The Mac Observer

BBEdit’s Command Line Functions

November 5th, 2009 at 3:04 PM - How-To by John Martellaro

With BBEdit 9.3, a new terminal command has been added: bbfind. That's in addition to the previously available commands: bbedit and bbdiff. Here's a brief introduction on how to use these commands.

Programmers and sysadmins often use BBEdit to write code or scripts. As a result, it's often handy to have a helpful integration between a GUI text editor and the UNIX shell. That kind of elegant pairing is what makes working with the Mac so much fun.

Here are the the three commands that BBEdit can install into the underlying UNIX system, if requested:

  1. bbfind - a multi file search function that displays the files and their paths a search terms appear in.
  2. bbedit - launch the BBEdit editor from the command line and edit files.
  3. bbdiff - find the differences between two similar files.

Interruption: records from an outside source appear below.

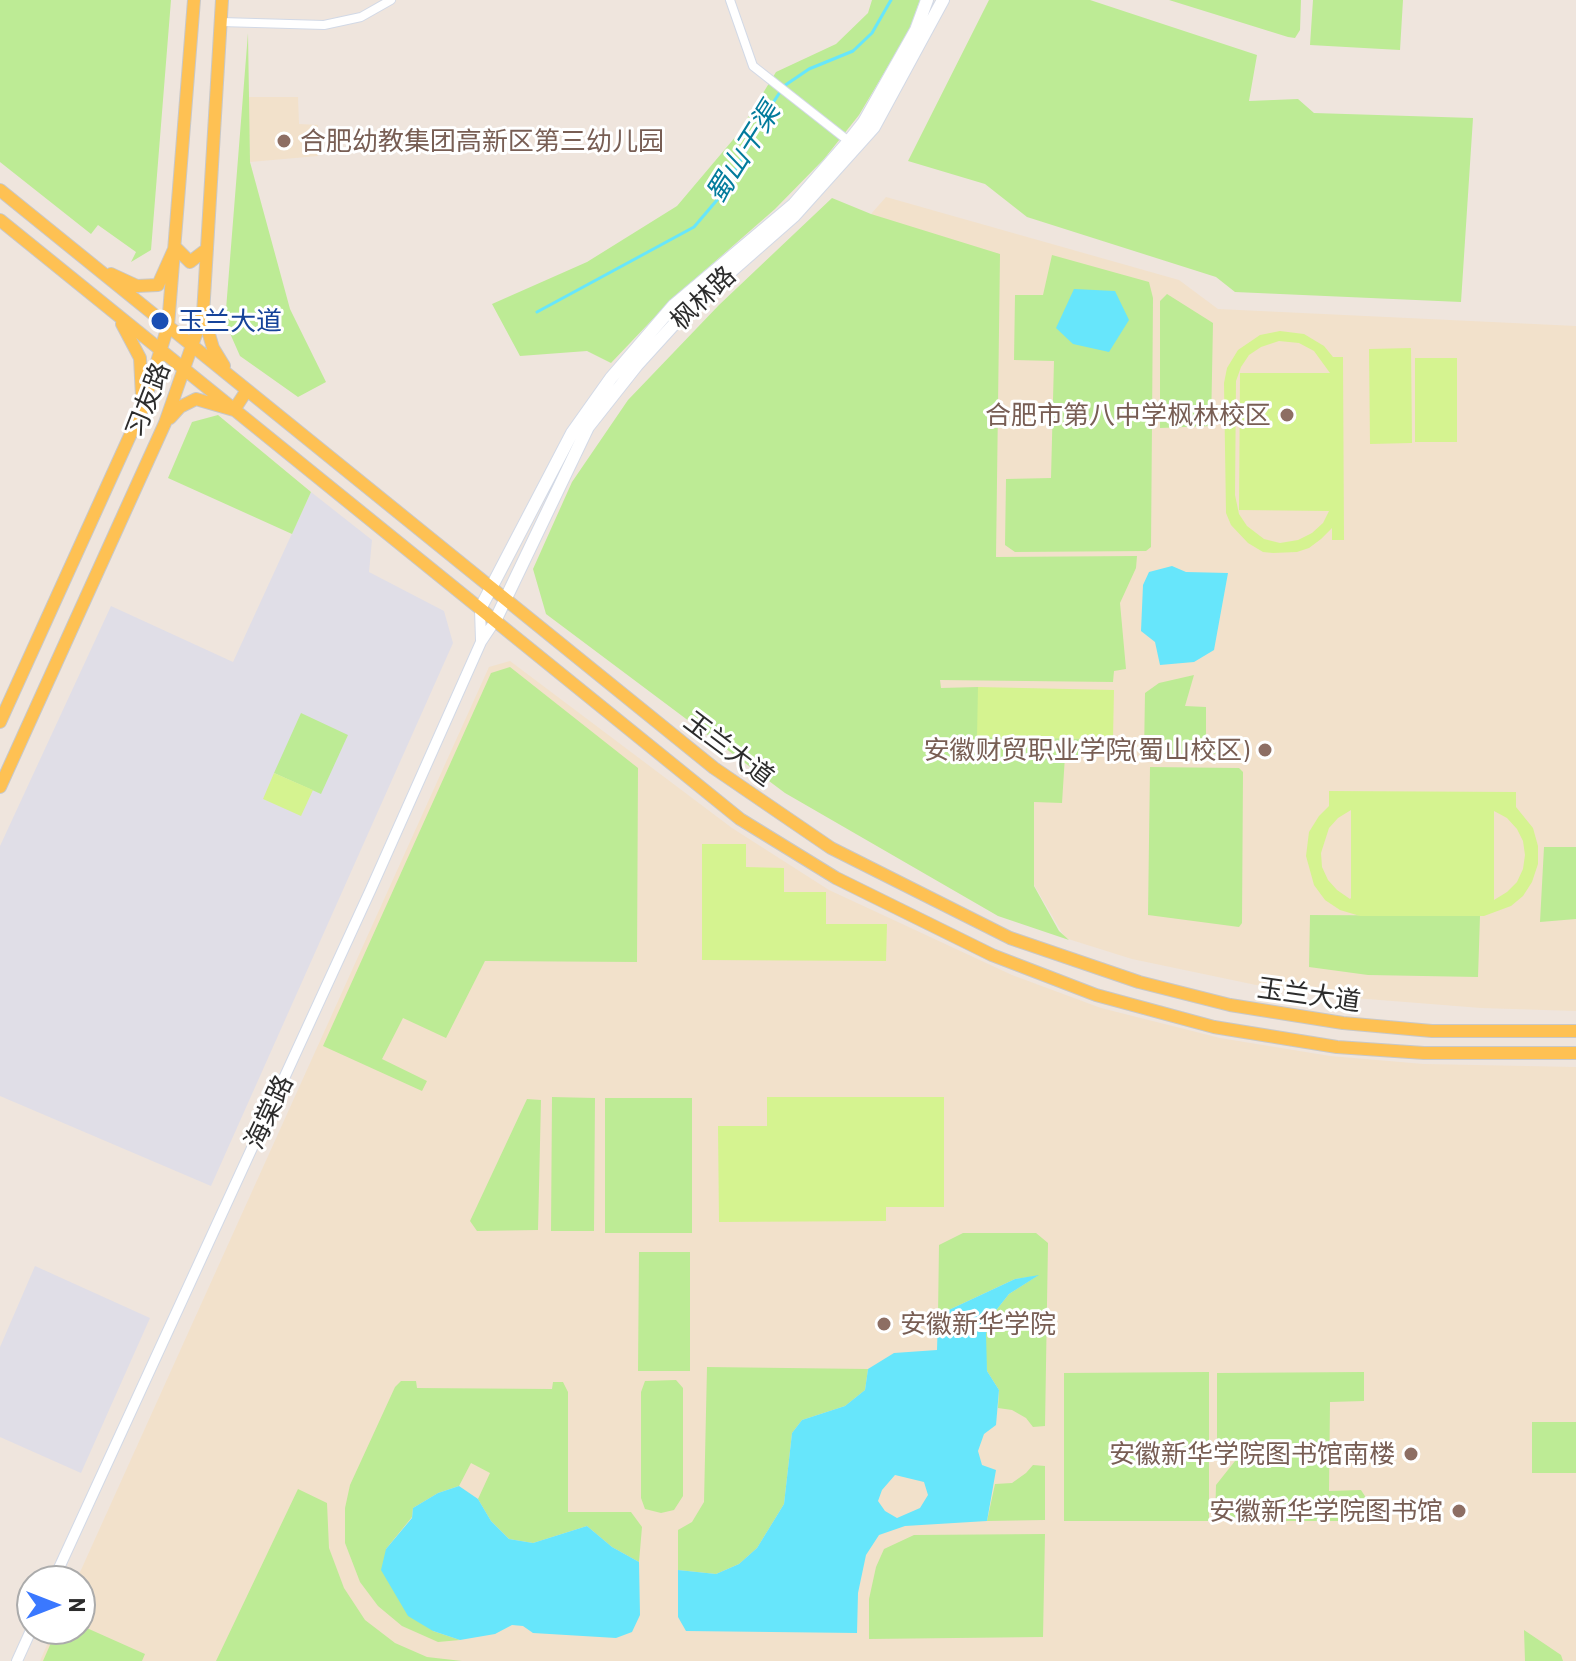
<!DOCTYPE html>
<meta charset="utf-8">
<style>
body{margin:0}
#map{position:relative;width:1576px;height:1661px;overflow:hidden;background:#efe5dd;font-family:Barlow,sans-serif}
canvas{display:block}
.north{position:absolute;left:16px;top:1565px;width:80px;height:80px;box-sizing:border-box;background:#fff;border:2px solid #ababab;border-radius:50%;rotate:90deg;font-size:22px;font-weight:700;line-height:32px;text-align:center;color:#2c2c2c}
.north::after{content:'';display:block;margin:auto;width:28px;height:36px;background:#3a78ff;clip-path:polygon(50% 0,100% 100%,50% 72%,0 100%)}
</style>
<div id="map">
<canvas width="1576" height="1661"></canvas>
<div class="north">N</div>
</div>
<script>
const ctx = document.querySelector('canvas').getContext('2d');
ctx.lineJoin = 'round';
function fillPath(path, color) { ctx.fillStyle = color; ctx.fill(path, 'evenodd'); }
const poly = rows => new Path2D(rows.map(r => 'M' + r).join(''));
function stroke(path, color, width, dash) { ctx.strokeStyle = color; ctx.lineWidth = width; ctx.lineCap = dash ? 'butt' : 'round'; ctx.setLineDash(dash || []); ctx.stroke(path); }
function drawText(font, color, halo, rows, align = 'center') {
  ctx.font = font + ' Barlow,"Noto Sans SC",sans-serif'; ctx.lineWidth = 6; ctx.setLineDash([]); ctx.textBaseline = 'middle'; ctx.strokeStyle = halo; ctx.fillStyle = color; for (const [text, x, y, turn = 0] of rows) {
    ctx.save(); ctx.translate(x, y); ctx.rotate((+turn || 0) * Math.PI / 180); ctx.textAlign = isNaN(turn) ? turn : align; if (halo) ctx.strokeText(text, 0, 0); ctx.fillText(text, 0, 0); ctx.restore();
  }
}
fillPath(poly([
 [311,492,372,540,369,572,444,611,453,643,211,1186,0,1096,0,846,111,606,233,662],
 [35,1266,150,1318,81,1473,0,1437,0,1347]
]), '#e0dee7');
fillPath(poly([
 [248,97,298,97,299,124,318,125,318,156,250,162],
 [886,197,1179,280,1218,309,1576,326,1576,1011,1481,1008,1317,995,1256,985,1132,959,1065,938,876,614,871,214],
 [510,661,732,828,829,890,1012,975,1101,1008,1220,1038,1330,1056,1424,1064,1576,1067,1576,1661,40,1661,54,1629,80,1629,80,1581,76,1581,489,667]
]), '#f2e1cb');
fillPath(poly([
 [0,0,171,0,151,250,131,262,136,252,98,225,91,234,0,162],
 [872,0,920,0,909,31,859,115,824,159,775,209,671,300,611,363,587,351,520,356,492,304,587,262,677,206,737,135,776,72,836,44,868,13],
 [989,0,1090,0,1257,55,1249,101,1298,99,1314,113,1473,118,1461,302,1235,292,1216,277,1027,217,985,184,908,161],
 [1169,0,1301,0,1300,30,1295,38,1288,37],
 [1313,0,1403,0,1400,50,1310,45],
 [248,33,250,162,290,309,326,382,298,397,240,356,225,322],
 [832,198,871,214,1000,254,996,557,1137,556,1136,568,1120,603,1126,669,1114,671,1113,682,940,680,941,688,978,687,978,737,1113,739,1112,756,1065,756,1062,803,1034,802,1034,886,1059,931,1069,940,998,916,785,793,546,614,533,569,572,482,628,400,719,305],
 [1052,255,1149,282,1153,298,1151,547,1146,551,1015,552,1005,545,1006,479,1051,478,1054,361,1014,360,1015,295,1043,295],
 [1167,294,1213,323,1211,426,1160,428,1160,301],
 [218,415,311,492,292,534,168,478,192,422],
 [510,667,638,768,637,962,485,961,446,1038,403,1018,382,1059,427,1081,422,1091,323,1046,491,673],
 [1194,675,1185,706,1206,707,1206,739,1221,739,1220,754,1144,754,1145,693,1159,683],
 [301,713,348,735,321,794,274,773],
 [1150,767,1239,768,1243,772,1242,923,1239,927,1148,915],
 [1544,847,1576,847,1576,919,1540,922],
 [1310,915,1480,916,1478,977,1368,975,1309,967],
 [552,1097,595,1098,594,1231,551,1231],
 [605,1098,692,1098,692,1233,605,1233],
 [527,1099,541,1100,538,1230,477,1231,470,1221],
 [963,1233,1036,1233,1048,1243,1045,1426,1033,1427,1026,1418,1012,1410,998,1408,999,1390,987,1371,985,1355,986,1334,990,1318,1009,1294,1037,1276,1015,1279,938,1315,939,1245],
 [639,1252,690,1252,690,1371,638,1371],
 [707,1367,868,1369,865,1390,845,1406,802,1420,792,1433,784,1504,757,1548,739,1564,716,1574,678,1570,678,1530,692,1522,704,1502],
 [1209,1372,1209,1521,1064,1521,1064,1373],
 [1364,1372,1364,1401,1330,1402,1329,1491,1361,1490,1370,1504,1370,1521,1215,1521,1216,1485,1235,1461,1217,1445,1217,1373],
 [676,1380,683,1388,683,1496,674,1510,661,1513,645,1509,641,1498,641,1392,645,1381],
 [401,1381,416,1381,417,1388,552,1389,553,1382,563,1382,568,1392,568,1512,631,1512,642,1527,639,1562,612,1547,587,1526,533,1543,509,1539,491,1521,478,1499,490,1473,471,1463,459,1486,438,1493,413,1508,412,1517,386,1549,433,1631,460,1640,438,1642,402,1626,378,1606,360,1582,345,1543,345,1508,350,1485,395,1387],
 [1532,1422,1576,1422,1576,1473,1532,1473],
 [1033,1465,1045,1466,1045,1520,987,1521,995,1484,1012,1483,1026,1473],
 [298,1489,327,1503,329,1548,344,1588,365,1620,395,1643,427,1657,462,1661,216,1661],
 [1045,1534,1043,1637,869,1639,869,1599,876,1567,884,1549,914,1535],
 [80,1625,145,1654,142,1661,43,1661,57,1629,80,1629],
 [1524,1630,1561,1655,1563,1661,1525,1661]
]), '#bdeb95');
fillPath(poly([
 [1280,331,1304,334,1324,346,1333,357,1343,357,1344,540,1332,540,1332,528,1321,539,1309,548,1297,552,1273,553,1263,552,1248,543,1231,525,1226,513,1224,383,1227,368,1238,350,1260,335],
 [1279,341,1299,343,1314,351,1330,373,1240,373,1239,510,1329,511,1323,523,1312,533,1298,540,1280,543,1264,539,1247,526,1239,514,1235,495,1236,381,1241,367,1249,355,1261,347],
 [1411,348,1412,443,1370,444,1369,349],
 [1415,358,1457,358,1457,442,1415,442],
 [978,687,1114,690,1113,739,977,737],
 [274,773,313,790,301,816,263,799],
 [1329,791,1516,792,1516,807,1533,828,1538,846,1538,864,1532,882,1523,896,1511,906,1484,916,1360,916,1340,910,1325,900,1314,885,1306,856,1309,832,1319,816,1329,806],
 [1351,810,1351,898,1350,899,1337,890,1328,880,1322,867,1321,853,1329,828,1338,818],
 [1494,811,1507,818,1517,829,1523,841,1525,855,1523,869,1517,882,1507,892,1494,900],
 [702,844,746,844,746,867,784,868,784,892,826,892,826,924,887,924,886,961,702,960],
 [767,1097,944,1097,944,1207,886,1207,886,1221,719,1222,718,1126,767,1126]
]), '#d5f390');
fillPath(poly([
 [1074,289,1115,291,1129,320,1109,352,1073,344,1056,328],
 [1172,566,1186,572,1228,573,1214,650,1194,662,1160,665,1155,642,1141,631,1143,585,1149,572],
 [1039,1275,1009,1294,990,1318,986,1334,987,1371,999,1390,996,1425,984,1434,978,1451,982,1465,996,1470,987,1521,905,1526,879,1535,866,1555,858,1593,857,1633,686,1631,678,1617,678,1570,716,1574,739,1564,757,1548,784,1504,792,1433,802,1420,845,1406,865,1390,868,1369,894,1353,937,1350,938,1315,1015,1279],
 [895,1475,924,1482,928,1495,920,1508,897,1518,885,1511,878,1501,882,1490],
 [459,1486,478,1499,491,1521,509,1539,533,1543,587,1526,612,1547,639,1562,640,1615,632,1632,616,1638,533,1633,523,1626,512,1625,495,1634,460,1640,433,1631,408,1616,381,1570,386,1549,412,1518,413,1508,438,1493]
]), '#67e6fb');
stroke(poly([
 [537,312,694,227,723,193,765,115,784,86,809,69,853,51,872,33,891,0]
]), '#67e6fb', 3);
const minor = poly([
 [730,0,753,66,851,143],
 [221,22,324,25,361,17,391,0]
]);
const tertiary = poly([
 [480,609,481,640],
 [53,1581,371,889,481,642,495,621],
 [17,1661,32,1628]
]);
const secondary = poly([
 [480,609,572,433,611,378,674,305,794,204,849,141,864,122,916,30,927,0],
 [495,621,588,427,637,365,687,310,794,216,874,127,943,0]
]);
const primary = poly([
 [0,190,714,768,831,848,1010,938,1139,982,1230,1005,1343,1023,1432,1031,1576,1031],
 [0,220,740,819,836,878,992,955,1096,995,1214,1027,1337,1047,1424,1053,1576,1053],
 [111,274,137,286,158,285,175,247,190,262,207,249],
 [203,314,213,348,224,366],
 [122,324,140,358,142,397],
 [170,418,180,407,196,399,234,410,247,390],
 [0,722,143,407,168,326,194,0],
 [0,787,165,423,203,314,222,0]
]);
stroke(minor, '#d2d9e6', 10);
stroke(tertiary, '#d2d9e6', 12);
stroke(secondary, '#d2d9e6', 14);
stroke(primary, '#c8c8c8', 14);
stroke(minor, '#fff', 8);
stroke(tertiary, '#fff', 10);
stroke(secondary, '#fff', 12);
stroke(primary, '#fec153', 12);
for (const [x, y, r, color] of [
 [284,141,8,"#8d6e63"],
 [160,321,10,"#1a4fb4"],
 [1287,415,8,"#8d6e63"],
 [1265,750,8,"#8d6e63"],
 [884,1324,8,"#8d6e63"],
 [1411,1454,8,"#8d6e63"],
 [1459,1511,8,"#8d6e63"]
]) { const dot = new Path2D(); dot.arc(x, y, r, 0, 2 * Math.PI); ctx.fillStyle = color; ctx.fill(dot); stroke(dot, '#fff', 3); }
drawText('26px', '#785e54', '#fff', [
 ["合肥幼教集团高新区第三幼儿园",300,141,"left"],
 ["合肥市第八中学枫林校区",1271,415],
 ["安徽财贸职业学院(蜀山校区)",1249,750],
 ["安徽新华学院",900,1324,"left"],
 ["安徽新华学院图书馆南楼",1395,1454],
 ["安徽新华学院图书馆",1443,1511]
], 'right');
drawText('26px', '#2c2c2c', '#fff', [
 ["枫林路",703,298,-44],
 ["习友路",148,400,-69],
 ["玉兰大道",729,749,37],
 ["玉兰大道",1309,995,8],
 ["海棠路",269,1112,-65]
]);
drawText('26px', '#164399', '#fff', [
 ["玉兰大道",178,321]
], 'left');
drawText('italic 28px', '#027b9c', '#fff', [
 ["蜀山干渠",743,153,-58]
]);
</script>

You install these commands by using the menu item "Install Command Line Tools..." under the main BBEdit menu. An admin password is required, so you'll need to be an administrator of the Mac to install them.

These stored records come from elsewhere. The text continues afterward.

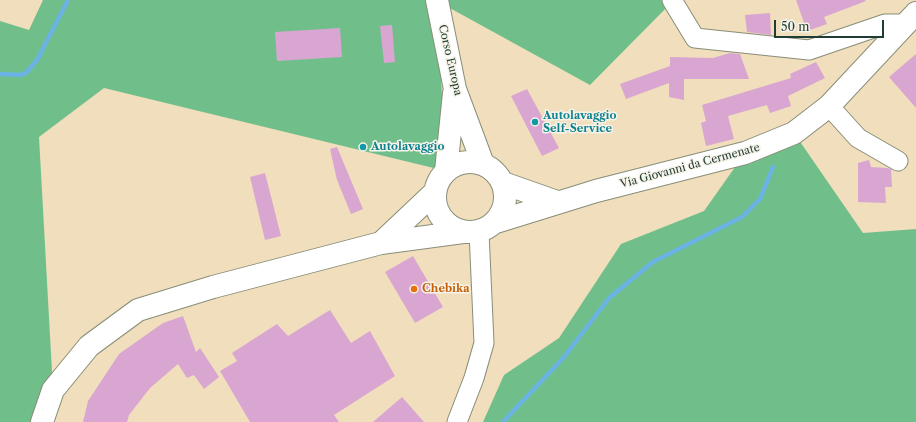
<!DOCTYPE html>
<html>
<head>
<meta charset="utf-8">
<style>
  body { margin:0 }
  #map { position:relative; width:916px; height:422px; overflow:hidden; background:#f0debc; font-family:"Libre Caslon Text",serif }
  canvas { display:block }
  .scale { position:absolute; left:774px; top:20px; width:110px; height:18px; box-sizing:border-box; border:2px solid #1f3d34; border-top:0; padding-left:5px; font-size:12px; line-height:14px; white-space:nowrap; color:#1f3d34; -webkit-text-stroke:3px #f7f3e8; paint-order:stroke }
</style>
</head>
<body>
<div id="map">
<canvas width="916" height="422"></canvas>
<div class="scale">50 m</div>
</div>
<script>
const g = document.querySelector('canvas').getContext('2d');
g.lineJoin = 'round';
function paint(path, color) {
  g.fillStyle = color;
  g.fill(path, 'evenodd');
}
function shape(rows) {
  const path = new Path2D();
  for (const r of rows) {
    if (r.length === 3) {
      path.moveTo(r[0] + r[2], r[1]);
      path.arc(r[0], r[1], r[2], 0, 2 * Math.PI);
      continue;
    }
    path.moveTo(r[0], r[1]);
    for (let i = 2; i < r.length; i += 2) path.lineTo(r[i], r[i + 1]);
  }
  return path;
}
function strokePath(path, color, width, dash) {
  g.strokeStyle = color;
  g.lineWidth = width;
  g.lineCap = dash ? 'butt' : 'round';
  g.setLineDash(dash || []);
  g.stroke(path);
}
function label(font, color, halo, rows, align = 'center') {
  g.font = font + ' "Libre Caslon Text",serif';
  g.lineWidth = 3;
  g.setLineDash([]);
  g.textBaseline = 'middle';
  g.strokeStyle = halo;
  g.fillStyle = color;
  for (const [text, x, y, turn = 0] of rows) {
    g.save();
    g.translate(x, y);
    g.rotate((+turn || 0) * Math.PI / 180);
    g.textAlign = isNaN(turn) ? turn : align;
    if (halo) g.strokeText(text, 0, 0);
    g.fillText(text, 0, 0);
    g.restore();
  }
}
const forest = shape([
  [43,0,674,0,590,85,437,1,446,171,104,88,39,137,53,390,42,422,0,422,0,21,29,30],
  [794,133,863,233,916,229,916,422,483,422,504,375,559,338,621,244,704,211,745,153]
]);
const stream = shape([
  [0,74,20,75,26,73,37,60,68,0],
  [503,422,564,357,609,298,653,262,742,217,760,199,773,167]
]);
const building = shape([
  [796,0,865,0,866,1,824,17,827,24,807,31],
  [770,13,771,35,747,32,745,15],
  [392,25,395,62,384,63,380,26],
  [340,28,342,57,277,61,275,32],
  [730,53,740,54,749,79,684,79,684,100,669,97,669,83,626,99,620,84,670,66,670,57,713,58],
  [916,54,916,108,889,77],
  [816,62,825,78,788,96,791,106,770,113,767,105,728,116,734,139,706,146,701,123,706,121,702,105,791,78,790,74],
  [527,89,559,148,542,156,511,96],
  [337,147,363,209,351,214,337,180,330,149],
  [869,160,871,167,887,168,891,169,892,187,885,187,886,203,858,202,858,163],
  [265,173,281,236,265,240,250,177],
  [413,256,443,307,415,323,385,272],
  [330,310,351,343,370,331,395,376,334,415,339,422,250,422,220,371,237,361,232,353,277,324,288,336],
  [183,316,196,352,200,348,219,377,204,389,194,375,187,378,178,364,150,388,129,415,127,422,83,422,88,401,119,354,163,323],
  [402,397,424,422,373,422]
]);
const minor = shape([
  [672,0,695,38,809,50,885,24,905,24],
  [829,106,858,138,898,161],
  [457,422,474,378,484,343,479,232]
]);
const major = shape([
  [437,0,455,89,483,164],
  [470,197,35],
  [446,171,454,93],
  [503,183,557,202],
  [496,222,596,191,745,153,794,133,829,106,916,13],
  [381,243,435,192],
  [42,422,53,390,89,346,138,310,213,287,381,243,463,232]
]);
const markers = [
  [535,122,4,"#0f9aa8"],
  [363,147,4,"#0f9aa8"],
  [414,289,4,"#e8710a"]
];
const streetNames = [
  ["Corso Europa",450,60,77],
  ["Via Giovanni da Cermenate",690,166,-15]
];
const cultureNames = [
  ["Autolavaggio",543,116],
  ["Self-Service",543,129],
  ["Autolavaggio",371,147]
];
const foodNames = [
  ["Chebika",422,289]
];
paint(forest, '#70bf8a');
strokePath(stream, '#6ab3e2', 4.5);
paint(building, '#d9a6d2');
strokePath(minor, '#888e78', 21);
strokePath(major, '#888e78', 24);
strokePath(minor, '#fff', 19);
strokePath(major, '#fff', 22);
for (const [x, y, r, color] of markers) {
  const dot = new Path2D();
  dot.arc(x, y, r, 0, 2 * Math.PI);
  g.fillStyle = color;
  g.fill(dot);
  strokePath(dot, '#f7f3e8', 1.5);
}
label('11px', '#1f3d34', '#f7f3e8', streetNames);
label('bold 11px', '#0d838f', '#f7f3e8', cultureNames, 'left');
label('bold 11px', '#c56008', '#f7f3e8', foodNames, 'left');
</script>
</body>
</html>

The installation of the commands also results in entries inserted into the UNIX man pages. I find the use of 'man' on the command line cumbersome, so I use the Mac OS X Universal app called "Man Viewer.app" by Peter Kendall. It has a nice filter function that allows you to home in on just what you need.

Man Viewer

Man Viewer

1. bbedit: This one is as simple as typing: "bbedit filename". Here's an example of editing the plist file that determines whether Snow Leopard will boot into a 64-bit kernel. (I've rearranged the windows a bit for clarity and space.)

bbedit filename 2

$ bbedit com.apple.Boot.plist

You can edit system files this way, so long as you are an administrator because BBEdit will ask for your admin password to edit files owned by root. (Note, this  command is more just another way to use the Darwin "open" command, as in, $ open -a /path/to/app/appname.app). For example, for example, you can make it the target of a pipe:

$ find /var/log -name "*.log" -print | bbedit

2. bbdiff: This one can be as simple as typing: "bbdiff filename1 filename2". The command will open three BBEdit windows, one showing each file and a third that lists all those lines on which a difference was found.

bbdiff 2

$ bbdiff com.apple.Boot.plist com.apple.Boot-copy.plist

bbdiff result 2

Result in red - in bottom window - lists differences

3. bbfind: This is new in BBEdit 9.3. It can be duplicated, more or less, mostly less, with the Finder's CMD+F find function, but not as elegantly, and not as fine tuned with specialized arguments.

For example, you can do finds of strings that only occur on word boundaries, search as case-sensitive, search invisible folders. There's a whole slew of other commands the can help winnow the search. An abbreviated list of the command line arguments is in the link to the release notes above. The man page has even more detail. Here's an example of a find I did on the term "rosetta" in Users/john.

bbfind result

$ bbfind --gui rosetta /Users/john

BBEdit is a terrific text editor that just keeps getting better and better. For example, BBEdit 8.6 introduced the ability to edit property lists that have been saved as binary files. For those programmers and sysadmins who work on the command line, these supplemental command line functions provide them even more power when it comes to building scripts and managing a Mac OS X system.